-- INFORMATION SUPPLIED --

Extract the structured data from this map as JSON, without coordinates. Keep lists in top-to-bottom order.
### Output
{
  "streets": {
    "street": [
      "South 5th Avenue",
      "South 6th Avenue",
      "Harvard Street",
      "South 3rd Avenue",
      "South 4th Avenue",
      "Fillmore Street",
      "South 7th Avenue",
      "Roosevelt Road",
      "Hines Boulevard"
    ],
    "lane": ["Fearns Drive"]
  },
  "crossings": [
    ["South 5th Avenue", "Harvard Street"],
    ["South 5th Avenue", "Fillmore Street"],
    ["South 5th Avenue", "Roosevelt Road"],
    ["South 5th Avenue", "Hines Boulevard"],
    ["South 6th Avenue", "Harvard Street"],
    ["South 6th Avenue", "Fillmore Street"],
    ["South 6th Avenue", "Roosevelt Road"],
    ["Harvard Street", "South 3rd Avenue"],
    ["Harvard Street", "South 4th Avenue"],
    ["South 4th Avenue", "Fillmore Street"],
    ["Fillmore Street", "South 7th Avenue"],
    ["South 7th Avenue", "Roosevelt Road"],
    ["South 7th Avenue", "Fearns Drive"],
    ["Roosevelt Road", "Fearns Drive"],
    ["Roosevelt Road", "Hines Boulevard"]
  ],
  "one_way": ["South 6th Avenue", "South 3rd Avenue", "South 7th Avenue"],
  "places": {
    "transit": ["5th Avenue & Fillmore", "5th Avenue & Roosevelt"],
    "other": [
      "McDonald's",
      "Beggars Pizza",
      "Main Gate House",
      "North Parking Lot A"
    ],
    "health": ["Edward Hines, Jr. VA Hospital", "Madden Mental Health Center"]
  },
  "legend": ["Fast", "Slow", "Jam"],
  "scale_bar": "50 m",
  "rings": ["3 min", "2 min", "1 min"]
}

-- ASSIGNMENT --
Exactly as written above, copy every line.

-- EXPECTED OUTPUT --
Extract the structured data from this map as JSON, without coordinates. Keep lists in top-to-bottom order.
### Output
{
  "streets": {
    "street": [
      "South 5th Avenue",
      "South 6th Avenue",
      "Harvard Street",
      "South 3rd Avenue",
      "South 4th Avenue",
      "Fillmore Street",
      "South 7th Avenue",
      "Roosevelt Road",
      "Hines Boulevard"
    ],
    "lane": ["Fearns Drive"]
  },
  "crossings": [
    ["South 5th Avenue", "Harvard Street"],
    ["South 5th Avenue", "Fillmore Street"],
    ["South 5th Avenue", "Roosevelt Road"],
    ["South 5th Avenue", "Hines Boulevard"],
    ["South 6th Avenue", "Harvard Street"],
    ["South 6th Avenue", "Fillmore Street"],
    ["South 6th Avenue", "Roosevelt Road"],
    ["Harvard Street", "South 3rd Avenue"],
    ["Harvard Street", "South 4th Avenue"],
    ["South 4th Avenue", "Fillmore Street"],
    ["Fillmore Street", "South 7th Avenue"],
    ["South 7th Avenue", "Roosevelt Road"],
    ["South 7th Avenue", "Fearns Drive"],
    ["Roosevelt Road", "Fearns Drive"],
    ["Roosevelt Road", "Hines Boulevard"]
  ],
  "one_way": ["South 6th Avenue", "South 3rd Avenue", "South 7th Avenue"],
  "places": {
    "transit": ["5th Avenue & Fillmore", "5th Avenue & Roosevelt"],
    "other": [
      "McDonald's",
      "Beggars Pizza",
      "Main Gate House",
      "North Parking Lot A"
    ],
    "health": ["Edward Hines, Jr. VA Hospital", "Madden Mental Health Center"]
  },
  "legend": ["Fast", "Slow", "Jam"],
  "scale_bar": "50 m",
  "rings": ["3 min", "2 min", "1 min"]
}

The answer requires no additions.